Setup
Info
This guide is a technical reference and assumes some experience with service deployments, docker setups and security measurements for production setups. ingest-file and OpenAleph are complex softwares and don't provide a full-step beginners setup guide, on purpose.
ingest-file needs a file-like Archive to store source files, a database to write FollowTheMoney data and task queue data, and a runtime cache (key-value store), e.g. Redis.
For simple stand-alone use cases or local development / testing environments, the database can be a simple sqlite and the runtime cache can be in-memory.

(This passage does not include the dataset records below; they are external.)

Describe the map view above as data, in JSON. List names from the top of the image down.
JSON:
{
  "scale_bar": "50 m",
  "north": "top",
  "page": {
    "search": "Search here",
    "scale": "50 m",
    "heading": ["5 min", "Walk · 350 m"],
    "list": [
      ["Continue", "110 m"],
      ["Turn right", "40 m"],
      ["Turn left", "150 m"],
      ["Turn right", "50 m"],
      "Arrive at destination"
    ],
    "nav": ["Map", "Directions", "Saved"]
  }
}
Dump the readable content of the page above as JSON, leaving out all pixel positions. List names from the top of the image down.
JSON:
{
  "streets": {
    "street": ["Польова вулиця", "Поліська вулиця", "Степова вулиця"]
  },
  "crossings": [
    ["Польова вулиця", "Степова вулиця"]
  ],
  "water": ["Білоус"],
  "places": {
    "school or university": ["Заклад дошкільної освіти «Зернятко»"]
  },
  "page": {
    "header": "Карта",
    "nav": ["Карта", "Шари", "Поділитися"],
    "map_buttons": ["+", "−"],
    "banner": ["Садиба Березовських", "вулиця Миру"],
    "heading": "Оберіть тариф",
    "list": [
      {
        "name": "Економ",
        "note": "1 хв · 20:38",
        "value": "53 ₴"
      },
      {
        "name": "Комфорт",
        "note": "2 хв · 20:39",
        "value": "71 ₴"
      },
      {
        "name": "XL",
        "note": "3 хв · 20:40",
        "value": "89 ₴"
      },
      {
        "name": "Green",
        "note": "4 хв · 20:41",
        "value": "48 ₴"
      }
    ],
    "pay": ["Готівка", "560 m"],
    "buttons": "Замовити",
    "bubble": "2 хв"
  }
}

For production use, a Postgresql database and Redis cache backend should be used to allow persistence and distributed processing.
Installation
Docker
Because ingest-file uses a lot of dependencies, the best way to use it out of the box is to use the pre-build docker container at ghcr.io/openaleph/ingest-file
docker pull ghcr.io/openaleph/ingest-file
Debian / Ubuntu
For debian-like (linux) system, it is possible to install all dependencies locally so that docker is not needed. This is especially useful for rapid development / testing.
Clone the github repository:
git clone https://github.com/openaleph/ingest-file
cd ingest-file
Install system dependencies via apt:
./contrib/install_deb.sh
Install ingest-file python package:
pip install .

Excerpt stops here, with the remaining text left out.